### Task statement
Each entry is to be retyped exactly as it stands.

Stored data
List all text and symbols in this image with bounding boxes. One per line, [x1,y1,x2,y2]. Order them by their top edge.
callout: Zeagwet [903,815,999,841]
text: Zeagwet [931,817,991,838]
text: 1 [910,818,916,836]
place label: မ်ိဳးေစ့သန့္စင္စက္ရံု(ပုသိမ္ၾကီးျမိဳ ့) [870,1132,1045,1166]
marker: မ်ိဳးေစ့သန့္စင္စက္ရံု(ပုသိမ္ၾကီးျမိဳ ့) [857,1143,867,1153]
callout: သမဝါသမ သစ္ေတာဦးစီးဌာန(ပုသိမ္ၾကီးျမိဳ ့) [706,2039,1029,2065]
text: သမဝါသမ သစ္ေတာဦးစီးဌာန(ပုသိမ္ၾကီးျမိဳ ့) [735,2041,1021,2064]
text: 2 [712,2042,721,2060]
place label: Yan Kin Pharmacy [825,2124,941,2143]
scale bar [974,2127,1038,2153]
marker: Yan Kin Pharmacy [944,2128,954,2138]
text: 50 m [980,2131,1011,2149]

### Response area
List all text and symbols in this image with bounding boxes. One per line, [x1,y1,x2,y2]. Order them by their top edge.
callout: Zeagwet [903,815,999,841]
text: Zeagwet [931,817,991,838]
text: 1 [910,818,916,836]
place label: မ်ိဳးေစ့သန့္စင္စက္ရံု(ပုသိမ္ၾကီးျမိဳ ့) [870,1132,1045,1166]
marker: မ်ိဳးေစ့သန့္စင္စက္ရံု(ပုသိမ္ၾကီးျမိဳ ့) [857,1143,867,1153]
callout: သမဝါသမ သစ္ေတာဦးစီးဌာန(ပုသိမ္ၾကီးျမိဳ ့) [706,2039,1029,2065]
text: သမဝါသမ သစ္ေတာဦးစီးဌာန(ပုသိမ္ၾကီးျမိဳ ့) [735,2041,1021,2064]
text: 2 [712,2042,721,2060]
place label: Yan Kin Pharmacy [825,2124,941,2143]
scale bar [974,2127,1038,2153]
marker: Yan Kin Pharmacy [944,2128,954,2138]
text: 50 m [980,2131,1011,2149]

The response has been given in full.